Beber uma xícara de chá, abrir o jornal, usar o papel higiênico, tudo isso tem a ver com a paz. Não violência pode ser chamada de “plena consciência”. Temos que ser conscientes do que somos, de quem somos e do que estamos fazendo. Quando me tornei noviço em um monastério budista, foi me ensinado a ser plenamente consciente de cada ato durante todo o dia. Desde então, tenho praticado a plena consciência e a concentração. Eu costumava pensar que praticar daquele jeito era importante só para os iniciantes, que os mais avançados faziam outras coisas – mas agora sei que praticar a plena consciência é para todos, incluindo o abade. O objetivo da meditação budista é o olhar para a nossa própria natureza e se tornar um Buda. Isso só poderá ser feito através da plena consciência. Se você não estiver consciente do que está acontecendo em si mesmo e no mundo, como você poderá ver sua própria natureza e se tornar um Buda?

A palavra Buda vem da raiz Buddh, que significa “despertar”. Um Buda é alguém que despertou. Estamos realmente acordados em nossa vida diária? Essa é uma questão à qual convido vocês a pensar. Estamos despertos quando tomamos chá? Estamos acordados quando abrimos o jornal? Estamos despertos quando tomamos sorvete?

A sociedade torna difícil o despertar. Sabemos que 40.000 crianças no Terceiro Mundo morrem todos os dias de fome, mas continuamos a nos esquecer. Este tipo de sociedade no qual vivemos nos faz perder a memória. E, por isso, precisamos de exercícios de plena consciência. Por exemplo, conheço um grupo de budistas que param de comer alguns dias na semana para se lembrar da situação do Terceiro Mundo.

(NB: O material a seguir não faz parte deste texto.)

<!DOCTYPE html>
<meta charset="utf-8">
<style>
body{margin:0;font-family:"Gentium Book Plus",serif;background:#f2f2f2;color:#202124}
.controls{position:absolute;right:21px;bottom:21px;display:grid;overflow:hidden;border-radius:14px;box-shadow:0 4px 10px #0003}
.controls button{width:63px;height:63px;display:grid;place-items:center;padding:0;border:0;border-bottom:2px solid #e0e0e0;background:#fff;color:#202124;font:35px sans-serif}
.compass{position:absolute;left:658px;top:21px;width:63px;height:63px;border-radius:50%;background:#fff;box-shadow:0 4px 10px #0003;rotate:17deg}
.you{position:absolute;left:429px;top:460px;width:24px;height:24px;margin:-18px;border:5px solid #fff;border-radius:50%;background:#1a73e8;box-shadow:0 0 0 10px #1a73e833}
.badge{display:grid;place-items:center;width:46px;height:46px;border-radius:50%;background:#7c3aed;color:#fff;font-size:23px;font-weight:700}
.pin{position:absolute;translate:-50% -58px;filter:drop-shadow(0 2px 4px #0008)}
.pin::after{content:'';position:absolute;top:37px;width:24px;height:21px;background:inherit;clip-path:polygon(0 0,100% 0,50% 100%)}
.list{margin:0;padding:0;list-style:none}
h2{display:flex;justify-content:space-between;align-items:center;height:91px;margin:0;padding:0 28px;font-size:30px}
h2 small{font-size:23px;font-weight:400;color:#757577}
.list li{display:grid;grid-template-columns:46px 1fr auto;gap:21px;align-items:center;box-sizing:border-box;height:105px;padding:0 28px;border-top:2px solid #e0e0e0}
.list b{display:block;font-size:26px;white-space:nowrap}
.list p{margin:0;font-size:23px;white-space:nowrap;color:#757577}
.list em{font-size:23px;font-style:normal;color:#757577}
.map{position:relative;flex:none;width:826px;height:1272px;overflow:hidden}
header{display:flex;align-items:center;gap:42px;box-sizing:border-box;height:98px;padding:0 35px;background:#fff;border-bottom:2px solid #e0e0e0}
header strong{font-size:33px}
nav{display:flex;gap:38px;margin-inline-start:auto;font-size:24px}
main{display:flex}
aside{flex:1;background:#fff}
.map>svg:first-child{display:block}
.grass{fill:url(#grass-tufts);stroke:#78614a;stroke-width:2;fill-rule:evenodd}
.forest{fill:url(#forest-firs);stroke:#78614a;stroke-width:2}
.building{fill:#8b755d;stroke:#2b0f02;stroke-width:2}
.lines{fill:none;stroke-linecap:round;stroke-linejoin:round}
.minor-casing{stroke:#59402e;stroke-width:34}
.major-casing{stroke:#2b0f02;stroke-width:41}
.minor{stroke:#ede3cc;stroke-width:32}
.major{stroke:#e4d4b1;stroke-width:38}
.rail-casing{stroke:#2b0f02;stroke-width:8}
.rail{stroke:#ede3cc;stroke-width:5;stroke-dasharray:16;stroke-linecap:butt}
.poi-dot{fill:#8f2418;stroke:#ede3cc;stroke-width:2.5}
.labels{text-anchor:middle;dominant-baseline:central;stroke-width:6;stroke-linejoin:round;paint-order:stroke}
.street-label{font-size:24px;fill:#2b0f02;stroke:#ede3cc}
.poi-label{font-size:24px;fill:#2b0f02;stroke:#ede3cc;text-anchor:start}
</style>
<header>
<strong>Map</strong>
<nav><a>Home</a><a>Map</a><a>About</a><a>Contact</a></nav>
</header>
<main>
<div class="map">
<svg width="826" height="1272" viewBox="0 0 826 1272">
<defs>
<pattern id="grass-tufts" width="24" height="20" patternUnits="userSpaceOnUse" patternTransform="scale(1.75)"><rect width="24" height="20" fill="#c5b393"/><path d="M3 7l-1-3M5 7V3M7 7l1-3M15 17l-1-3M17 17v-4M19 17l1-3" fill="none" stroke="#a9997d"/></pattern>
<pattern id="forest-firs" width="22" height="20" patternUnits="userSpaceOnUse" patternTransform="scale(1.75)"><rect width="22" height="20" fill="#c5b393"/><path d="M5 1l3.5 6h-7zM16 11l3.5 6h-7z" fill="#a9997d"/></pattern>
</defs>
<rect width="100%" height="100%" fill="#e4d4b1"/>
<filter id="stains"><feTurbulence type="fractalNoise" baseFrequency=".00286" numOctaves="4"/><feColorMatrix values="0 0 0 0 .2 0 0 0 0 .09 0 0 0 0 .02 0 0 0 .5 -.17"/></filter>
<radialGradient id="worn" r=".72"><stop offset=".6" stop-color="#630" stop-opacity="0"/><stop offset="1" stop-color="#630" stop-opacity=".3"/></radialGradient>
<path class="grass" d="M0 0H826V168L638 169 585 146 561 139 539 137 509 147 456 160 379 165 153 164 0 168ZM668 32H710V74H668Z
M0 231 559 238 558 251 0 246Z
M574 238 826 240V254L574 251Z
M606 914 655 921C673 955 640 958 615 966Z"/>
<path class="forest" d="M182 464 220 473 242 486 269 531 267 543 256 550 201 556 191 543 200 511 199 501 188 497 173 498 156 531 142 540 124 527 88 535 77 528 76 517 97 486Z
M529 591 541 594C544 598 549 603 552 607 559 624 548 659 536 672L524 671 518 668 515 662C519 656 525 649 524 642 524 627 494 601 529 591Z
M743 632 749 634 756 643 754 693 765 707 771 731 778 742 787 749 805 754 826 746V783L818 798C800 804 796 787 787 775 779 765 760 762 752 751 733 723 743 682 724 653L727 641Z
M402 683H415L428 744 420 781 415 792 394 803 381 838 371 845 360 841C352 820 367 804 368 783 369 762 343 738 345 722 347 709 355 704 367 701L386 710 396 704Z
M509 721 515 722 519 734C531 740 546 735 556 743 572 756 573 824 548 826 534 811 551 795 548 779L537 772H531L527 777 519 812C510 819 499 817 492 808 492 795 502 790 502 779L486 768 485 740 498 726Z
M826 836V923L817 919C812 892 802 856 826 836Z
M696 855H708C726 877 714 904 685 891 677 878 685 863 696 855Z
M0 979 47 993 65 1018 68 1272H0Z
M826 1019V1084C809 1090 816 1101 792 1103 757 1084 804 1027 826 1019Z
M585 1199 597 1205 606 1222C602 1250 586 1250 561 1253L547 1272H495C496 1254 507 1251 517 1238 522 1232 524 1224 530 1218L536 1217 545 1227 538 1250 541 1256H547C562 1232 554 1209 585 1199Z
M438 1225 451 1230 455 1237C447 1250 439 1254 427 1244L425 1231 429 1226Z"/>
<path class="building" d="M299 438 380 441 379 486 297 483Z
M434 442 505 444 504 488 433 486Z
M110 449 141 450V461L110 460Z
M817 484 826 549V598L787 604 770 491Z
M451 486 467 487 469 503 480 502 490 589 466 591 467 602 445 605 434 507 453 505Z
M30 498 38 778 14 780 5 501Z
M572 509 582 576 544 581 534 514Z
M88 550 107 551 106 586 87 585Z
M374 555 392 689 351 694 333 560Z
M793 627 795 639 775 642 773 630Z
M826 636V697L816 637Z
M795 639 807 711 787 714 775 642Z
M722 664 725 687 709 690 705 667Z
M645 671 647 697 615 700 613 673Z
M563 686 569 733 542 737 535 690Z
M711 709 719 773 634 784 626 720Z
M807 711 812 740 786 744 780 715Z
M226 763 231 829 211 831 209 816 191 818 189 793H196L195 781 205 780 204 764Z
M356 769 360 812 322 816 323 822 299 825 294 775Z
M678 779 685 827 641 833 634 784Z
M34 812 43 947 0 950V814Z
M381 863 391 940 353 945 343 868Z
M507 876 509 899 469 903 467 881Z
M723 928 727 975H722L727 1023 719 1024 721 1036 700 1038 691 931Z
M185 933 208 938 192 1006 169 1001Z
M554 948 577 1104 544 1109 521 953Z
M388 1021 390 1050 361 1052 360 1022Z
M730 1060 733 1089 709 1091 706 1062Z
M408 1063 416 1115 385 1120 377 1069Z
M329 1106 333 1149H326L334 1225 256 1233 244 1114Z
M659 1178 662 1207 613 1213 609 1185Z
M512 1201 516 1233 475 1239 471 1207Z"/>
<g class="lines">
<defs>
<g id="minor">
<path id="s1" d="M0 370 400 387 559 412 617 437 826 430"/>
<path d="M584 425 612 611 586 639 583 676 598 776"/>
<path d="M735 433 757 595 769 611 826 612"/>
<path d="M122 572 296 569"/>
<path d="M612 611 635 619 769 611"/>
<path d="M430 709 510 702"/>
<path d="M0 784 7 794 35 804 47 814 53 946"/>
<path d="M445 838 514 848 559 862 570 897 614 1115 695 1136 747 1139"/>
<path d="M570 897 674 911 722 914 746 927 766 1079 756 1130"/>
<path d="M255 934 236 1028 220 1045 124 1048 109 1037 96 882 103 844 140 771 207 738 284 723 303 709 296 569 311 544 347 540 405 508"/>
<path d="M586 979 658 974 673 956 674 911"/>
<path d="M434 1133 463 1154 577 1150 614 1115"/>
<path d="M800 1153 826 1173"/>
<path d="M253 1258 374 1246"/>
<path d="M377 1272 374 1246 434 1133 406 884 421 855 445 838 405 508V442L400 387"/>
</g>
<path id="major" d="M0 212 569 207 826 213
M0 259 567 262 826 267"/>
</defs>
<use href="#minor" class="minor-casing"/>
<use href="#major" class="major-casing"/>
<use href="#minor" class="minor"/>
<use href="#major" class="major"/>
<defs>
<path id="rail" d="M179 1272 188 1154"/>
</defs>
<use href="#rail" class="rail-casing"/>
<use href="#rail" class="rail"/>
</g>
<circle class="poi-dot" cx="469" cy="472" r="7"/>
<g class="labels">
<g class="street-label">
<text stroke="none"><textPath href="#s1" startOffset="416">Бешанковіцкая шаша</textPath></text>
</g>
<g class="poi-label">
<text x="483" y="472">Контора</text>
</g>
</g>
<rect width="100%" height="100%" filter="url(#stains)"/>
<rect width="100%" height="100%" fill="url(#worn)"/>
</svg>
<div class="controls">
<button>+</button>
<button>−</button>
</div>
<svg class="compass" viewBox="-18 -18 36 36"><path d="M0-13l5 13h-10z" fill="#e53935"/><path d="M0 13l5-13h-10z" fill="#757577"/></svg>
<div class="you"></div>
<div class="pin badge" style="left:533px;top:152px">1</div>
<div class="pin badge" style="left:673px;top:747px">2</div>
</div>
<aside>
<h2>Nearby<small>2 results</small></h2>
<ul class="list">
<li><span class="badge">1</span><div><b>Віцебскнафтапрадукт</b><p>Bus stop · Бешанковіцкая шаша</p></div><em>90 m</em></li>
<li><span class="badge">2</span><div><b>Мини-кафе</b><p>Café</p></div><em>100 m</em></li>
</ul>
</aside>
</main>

Um dia, eu perguntei a um garoto vietnamita, refugiado, que estava comendo uma tigela de arroz , se as crianças de seu país comiam arroz de tão boa qualidade. Ele disse “Não”, por que ele conhece a situação. Ele experimentou a fome no Vietnã – ele comia apenas batatas secas e dificilmente comia uma tigela de arroz. Na França, ele tem comido arroz há uma ano e, às vezes, começa a esquecer. Mas quando pergunto a ele, ele se lembra. Não posso perguntar o mesmo para uma criança americana ou francesa, por que elas não tiveram esse tipo de experiência. Elas não vão entender. Eu percebo agora como é difícil para as pessoas que vivem no ocidente saber qual a verdadeira situação do Terceiro Mundo. Parece que não tem nada a ver com a situação aqui. Eu disse ao garoto vietnamita que esse arroz vem da Tailândia e que a maioria das crianças tailandesas não tem esse arroz para comer. Eles comem arroz de pior qualidade, por que o melçhor é para exportação. O governo deles precisa de divisas externas e então reservam o melhor arroz para os ocidentais, não para eles mesmos.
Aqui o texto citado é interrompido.